-- TASK INSTRUCTIONS --
Go through the records below and restate each one word for word.

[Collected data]
──────

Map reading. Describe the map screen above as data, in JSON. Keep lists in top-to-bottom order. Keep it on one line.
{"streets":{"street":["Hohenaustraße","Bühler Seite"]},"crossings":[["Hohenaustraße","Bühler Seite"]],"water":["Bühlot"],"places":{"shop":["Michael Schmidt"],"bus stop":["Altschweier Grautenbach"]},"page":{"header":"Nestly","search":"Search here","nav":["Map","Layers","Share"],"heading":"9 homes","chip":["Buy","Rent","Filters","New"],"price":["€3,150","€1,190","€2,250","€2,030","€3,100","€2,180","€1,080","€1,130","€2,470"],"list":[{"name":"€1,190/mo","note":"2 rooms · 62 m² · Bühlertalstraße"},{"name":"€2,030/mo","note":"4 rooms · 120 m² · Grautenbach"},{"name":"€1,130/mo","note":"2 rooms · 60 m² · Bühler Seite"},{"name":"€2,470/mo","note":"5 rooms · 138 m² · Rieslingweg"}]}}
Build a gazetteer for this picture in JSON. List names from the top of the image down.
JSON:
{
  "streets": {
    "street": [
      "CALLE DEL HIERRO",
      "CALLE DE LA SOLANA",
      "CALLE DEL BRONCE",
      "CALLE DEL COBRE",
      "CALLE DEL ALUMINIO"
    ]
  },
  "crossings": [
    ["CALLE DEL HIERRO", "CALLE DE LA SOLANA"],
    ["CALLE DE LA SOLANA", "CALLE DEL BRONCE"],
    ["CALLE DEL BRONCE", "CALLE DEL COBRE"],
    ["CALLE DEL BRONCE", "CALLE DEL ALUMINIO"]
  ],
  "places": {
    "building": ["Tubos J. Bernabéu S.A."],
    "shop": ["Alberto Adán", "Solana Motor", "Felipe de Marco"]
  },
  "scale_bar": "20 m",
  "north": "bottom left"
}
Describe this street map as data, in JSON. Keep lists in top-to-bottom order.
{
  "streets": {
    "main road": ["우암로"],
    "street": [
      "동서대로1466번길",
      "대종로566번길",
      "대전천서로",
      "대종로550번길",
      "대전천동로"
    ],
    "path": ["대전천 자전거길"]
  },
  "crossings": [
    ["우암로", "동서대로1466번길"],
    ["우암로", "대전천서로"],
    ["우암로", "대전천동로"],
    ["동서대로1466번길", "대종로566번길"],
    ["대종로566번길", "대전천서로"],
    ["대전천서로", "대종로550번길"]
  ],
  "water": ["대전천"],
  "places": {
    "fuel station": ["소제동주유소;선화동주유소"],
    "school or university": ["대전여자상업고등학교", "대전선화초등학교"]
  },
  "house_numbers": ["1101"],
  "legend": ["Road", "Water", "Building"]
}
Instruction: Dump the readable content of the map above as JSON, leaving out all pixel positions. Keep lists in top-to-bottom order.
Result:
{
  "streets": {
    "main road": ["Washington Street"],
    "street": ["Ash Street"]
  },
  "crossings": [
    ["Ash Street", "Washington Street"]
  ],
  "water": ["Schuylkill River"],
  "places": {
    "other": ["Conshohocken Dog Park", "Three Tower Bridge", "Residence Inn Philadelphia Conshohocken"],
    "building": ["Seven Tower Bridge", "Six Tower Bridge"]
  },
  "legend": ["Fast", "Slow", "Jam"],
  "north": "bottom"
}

──────

-- SOLUTION TO THIS PROBLEM --
Map reading. Describe the map screen above as data, in JSON. Keep lists in top-to-bottom order. Keep it on one line.
{"streets":{"street":["Hohenaustraße","Bühler Seite"]},"crossings":[["Hohenaustraße","Bühler Seite"]],"water":["Bühlot"],"places":{"shop":["Michael Schmidt"],"bus stop":["Altschweier Grautenbach"]},"page":{"header":"Nestly","search":"Search here","nav":["Map","Layers","Share"],"heading":"9 homes","chip":["Buy","Rent","Filters","New"],"price":["€3,150","€1,190","€2,250","€2,030","€3,100","€2,180","€1,080","€1,130","€2,470"],"list":[{"name":"€1,190/mo","note":"2 rooms · 62 m² · Bühlertalstraße"},{"name":"€2,030/mo","note":"4 rooms · 120 m² · Grautenbach"},{"name":"€1,130/mo","note":"2 rooms · 60 m² · Bühler Seite"},{"name":"€2,470/mo","note":"5 rooms · 138 m² · Rieslingweg"}]}}
Build a gazetteer for this picture in JSON. List names from the top of the image down.
JSON:
{
  "streets": {
    "street": [
      "CALLE DEL HIERRO",
      "CALLE DE LA SOLANA",
      "CALLE DEL BRONCE",
      "CALLE DEL COBRE",
      "CALLE DEL ALUMINIO"
    ]
  },
  "crossings": [
    ["CALLE DEL HIERRO", "CALLE DE LA SOLANA"],
    ["CALLE DE LA SOLANA", "CALLE DEL BRONCE"],
    ["CALLE DEL BRONCE", "CALLE DEL COBRE"],
    ["CALLE DEL BRONCE", "CALLE DEL ALUMINIO"]
  ],
  "places": {
    "building": ["Tubos J. Bernabéu S.A."],
    "shop": ["Alberto Adán", "Solana Motor", "Felipe de Marco"]
  },
  "scale_bar": "20 m",
  "north": "bottom left"
}
Describe this street map as data, in JSON. Keep lists in top-to-bottom order.
{
  "streets": {
    "main road": ["우암로"],
    "street": [
      "동서대로1466번길",
      "대종로566번길",
      "대전천서로",
      "대종로550번길",
      "대전천동로"
    ],
    "path": ["대전천 자전거길"]
  },
  "crossings": [
    ["우암로", "동서대로1466번길"],
    ["우암로", "대전천서로"],
    ["우암로", "대전천동로"],
    ["동서대로1466번길", "대종로566번길"],
    ["대종로566번길", "대전천서로"],
    ["대전천서로", "대종로550번길"]
  ],
  "water": ["대전천"],
  "places": {
    "fuel station": ["소제동주유소;선화동주유소"],
    "school or university": ["대전여자상업고등학교", "대전선화초등학교"]
  },
  "house_numbers": ["1101"],
  "legend": ["Road", "Water", "Building"]
}
Instruction: Dump the readable content of the map above as JSON, leaving out all pixel positions. Keep lists in top-to-bottom order.
Result:
{
  "streets": {
    "main road": ["Washington Street"],
    "street": ["Ash Street"]
  },
  "crossings": [
    ["Ash Street", "Washington Street"]
  ],
  "water": ["Schuylkill River"],
  "places": {
    "other": ["Conshohocken Dog Park", "Three Tower Bridge", "Residence Inn Philadelphia Conshohocken"],
    "building": ["Seven Tower Bridge", "Six Tower Bridge"]
  },
  "legend": ["Fast", "Slow", "Jam"],
  "north": "bottom"
}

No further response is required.